== Segment start ==

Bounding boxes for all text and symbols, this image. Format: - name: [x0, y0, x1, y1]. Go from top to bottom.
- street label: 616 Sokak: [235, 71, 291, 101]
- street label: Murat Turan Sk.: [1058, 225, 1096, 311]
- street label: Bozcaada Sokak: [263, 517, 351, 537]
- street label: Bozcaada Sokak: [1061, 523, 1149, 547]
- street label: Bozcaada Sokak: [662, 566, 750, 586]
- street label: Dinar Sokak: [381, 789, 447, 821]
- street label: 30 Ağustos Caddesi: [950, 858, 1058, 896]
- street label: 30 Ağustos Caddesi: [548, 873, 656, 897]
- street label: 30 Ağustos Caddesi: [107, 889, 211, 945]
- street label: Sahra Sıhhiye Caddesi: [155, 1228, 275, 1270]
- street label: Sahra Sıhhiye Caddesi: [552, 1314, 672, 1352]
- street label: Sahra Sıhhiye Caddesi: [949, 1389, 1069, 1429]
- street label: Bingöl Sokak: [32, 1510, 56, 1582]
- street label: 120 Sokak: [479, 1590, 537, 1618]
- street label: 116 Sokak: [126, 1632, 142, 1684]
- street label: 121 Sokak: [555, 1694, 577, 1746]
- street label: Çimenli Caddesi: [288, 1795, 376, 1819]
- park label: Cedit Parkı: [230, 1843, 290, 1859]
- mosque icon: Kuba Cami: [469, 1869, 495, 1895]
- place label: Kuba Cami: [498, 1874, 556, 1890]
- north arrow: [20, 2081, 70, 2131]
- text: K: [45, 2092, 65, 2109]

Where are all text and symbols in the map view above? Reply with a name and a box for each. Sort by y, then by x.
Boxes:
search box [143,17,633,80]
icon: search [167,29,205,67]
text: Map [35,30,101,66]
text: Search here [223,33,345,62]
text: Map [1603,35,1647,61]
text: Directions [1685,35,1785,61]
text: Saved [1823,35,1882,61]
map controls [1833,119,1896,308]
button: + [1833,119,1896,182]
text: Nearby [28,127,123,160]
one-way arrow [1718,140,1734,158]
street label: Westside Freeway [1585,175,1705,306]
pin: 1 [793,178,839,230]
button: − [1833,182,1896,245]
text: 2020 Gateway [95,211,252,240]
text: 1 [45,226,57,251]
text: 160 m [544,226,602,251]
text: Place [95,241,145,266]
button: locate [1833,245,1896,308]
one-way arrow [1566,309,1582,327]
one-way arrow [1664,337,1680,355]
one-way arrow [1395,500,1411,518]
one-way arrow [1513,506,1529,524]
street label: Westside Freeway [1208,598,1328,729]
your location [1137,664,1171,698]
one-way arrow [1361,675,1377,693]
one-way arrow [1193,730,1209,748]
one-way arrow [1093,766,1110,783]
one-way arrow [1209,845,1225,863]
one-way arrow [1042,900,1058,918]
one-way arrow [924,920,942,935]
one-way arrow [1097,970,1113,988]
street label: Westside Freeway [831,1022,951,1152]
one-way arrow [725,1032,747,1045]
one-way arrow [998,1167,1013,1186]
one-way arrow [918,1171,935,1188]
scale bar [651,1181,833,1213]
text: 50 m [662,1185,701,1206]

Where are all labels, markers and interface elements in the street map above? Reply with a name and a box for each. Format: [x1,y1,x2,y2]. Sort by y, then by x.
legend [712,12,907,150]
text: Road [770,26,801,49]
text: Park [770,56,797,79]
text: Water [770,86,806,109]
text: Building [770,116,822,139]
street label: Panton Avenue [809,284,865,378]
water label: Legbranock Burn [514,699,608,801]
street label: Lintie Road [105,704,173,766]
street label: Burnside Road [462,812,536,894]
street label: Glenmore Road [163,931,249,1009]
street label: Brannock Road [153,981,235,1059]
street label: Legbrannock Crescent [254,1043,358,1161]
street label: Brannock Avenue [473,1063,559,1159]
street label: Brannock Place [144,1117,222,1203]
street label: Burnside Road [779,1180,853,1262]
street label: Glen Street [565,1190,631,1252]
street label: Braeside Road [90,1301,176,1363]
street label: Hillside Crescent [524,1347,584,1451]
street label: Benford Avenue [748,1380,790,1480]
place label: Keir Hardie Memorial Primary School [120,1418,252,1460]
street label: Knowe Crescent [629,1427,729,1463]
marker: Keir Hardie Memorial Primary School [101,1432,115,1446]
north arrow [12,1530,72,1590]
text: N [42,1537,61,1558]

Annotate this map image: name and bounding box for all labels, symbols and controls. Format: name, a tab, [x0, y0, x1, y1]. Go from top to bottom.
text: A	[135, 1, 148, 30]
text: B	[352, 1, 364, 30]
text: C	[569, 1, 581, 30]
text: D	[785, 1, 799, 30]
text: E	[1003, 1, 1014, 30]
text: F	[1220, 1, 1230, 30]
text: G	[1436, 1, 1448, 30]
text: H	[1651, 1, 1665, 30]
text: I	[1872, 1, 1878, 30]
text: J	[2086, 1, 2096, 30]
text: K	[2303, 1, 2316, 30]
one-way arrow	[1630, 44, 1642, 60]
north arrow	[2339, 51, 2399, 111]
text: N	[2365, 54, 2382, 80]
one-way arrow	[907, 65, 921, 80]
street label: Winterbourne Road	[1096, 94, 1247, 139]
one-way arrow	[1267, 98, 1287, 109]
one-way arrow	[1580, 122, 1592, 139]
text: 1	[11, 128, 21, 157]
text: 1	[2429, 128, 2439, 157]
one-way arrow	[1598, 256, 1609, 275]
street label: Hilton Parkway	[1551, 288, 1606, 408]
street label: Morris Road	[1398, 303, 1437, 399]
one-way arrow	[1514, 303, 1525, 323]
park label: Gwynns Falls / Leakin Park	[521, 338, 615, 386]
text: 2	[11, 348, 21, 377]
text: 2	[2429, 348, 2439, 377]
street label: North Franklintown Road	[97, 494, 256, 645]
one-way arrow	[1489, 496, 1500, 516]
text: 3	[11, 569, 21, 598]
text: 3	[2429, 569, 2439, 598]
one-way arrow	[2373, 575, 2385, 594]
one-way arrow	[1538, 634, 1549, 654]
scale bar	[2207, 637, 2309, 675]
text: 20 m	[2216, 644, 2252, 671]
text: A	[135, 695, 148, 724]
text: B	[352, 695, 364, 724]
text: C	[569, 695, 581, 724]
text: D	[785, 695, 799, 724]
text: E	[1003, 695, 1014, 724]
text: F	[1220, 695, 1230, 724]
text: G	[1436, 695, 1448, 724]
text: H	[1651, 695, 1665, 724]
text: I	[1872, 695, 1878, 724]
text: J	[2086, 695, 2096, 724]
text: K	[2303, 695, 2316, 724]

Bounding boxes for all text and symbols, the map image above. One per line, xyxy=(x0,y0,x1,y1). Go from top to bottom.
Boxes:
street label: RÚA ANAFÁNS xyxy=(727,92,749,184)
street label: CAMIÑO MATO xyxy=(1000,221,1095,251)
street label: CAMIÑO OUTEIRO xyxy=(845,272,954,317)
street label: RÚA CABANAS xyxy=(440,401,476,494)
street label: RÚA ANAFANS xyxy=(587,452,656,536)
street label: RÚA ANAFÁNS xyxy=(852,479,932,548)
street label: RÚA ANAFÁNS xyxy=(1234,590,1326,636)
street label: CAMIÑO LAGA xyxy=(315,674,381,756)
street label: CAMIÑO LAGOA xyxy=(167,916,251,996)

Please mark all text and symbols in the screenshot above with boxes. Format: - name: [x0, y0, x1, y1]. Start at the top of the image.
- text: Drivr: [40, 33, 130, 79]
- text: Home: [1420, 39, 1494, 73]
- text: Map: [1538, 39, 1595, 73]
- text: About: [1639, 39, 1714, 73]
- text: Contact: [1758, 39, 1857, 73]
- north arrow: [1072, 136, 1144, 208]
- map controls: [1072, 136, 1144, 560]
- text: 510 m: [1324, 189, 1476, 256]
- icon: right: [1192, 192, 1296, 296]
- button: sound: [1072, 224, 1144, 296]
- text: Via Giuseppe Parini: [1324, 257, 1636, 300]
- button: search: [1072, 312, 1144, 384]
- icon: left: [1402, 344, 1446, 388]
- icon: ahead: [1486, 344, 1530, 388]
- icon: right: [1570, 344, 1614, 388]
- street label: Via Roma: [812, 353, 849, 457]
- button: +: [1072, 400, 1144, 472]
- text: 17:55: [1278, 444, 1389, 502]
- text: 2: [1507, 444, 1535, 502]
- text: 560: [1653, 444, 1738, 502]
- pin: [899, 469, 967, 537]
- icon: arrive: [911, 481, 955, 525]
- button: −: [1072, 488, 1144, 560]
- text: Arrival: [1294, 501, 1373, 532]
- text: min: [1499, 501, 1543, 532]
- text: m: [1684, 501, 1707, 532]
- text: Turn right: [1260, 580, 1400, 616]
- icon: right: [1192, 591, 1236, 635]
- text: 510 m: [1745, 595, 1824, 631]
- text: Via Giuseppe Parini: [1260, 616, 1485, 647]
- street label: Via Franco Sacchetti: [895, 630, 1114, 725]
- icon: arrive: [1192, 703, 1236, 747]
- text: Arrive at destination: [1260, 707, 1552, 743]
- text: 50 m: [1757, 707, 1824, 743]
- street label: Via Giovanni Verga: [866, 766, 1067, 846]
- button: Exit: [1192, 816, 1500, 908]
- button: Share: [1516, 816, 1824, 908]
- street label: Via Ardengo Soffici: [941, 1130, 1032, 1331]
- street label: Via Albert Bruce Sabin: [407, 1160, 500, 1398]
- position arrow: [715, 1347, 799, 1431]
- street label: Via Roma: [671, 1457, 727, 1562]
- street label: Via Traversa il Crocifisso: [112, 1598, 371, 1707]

== Segment end ==

• **Work request**
Show every line of the material that includes the string "CAMIÑO".

• **Task answer**
street label: CAMIÑO MATO xyxy=(1000,221,1095,251)
street label: CAMIÑO OUTEIRO xyxy=(845,272,954,317)
street label: CAMIÑO LAGA xyxy=(315,674,381,756)
street label: CAMIÑO LAGOA xyxy=(167,916,251,996)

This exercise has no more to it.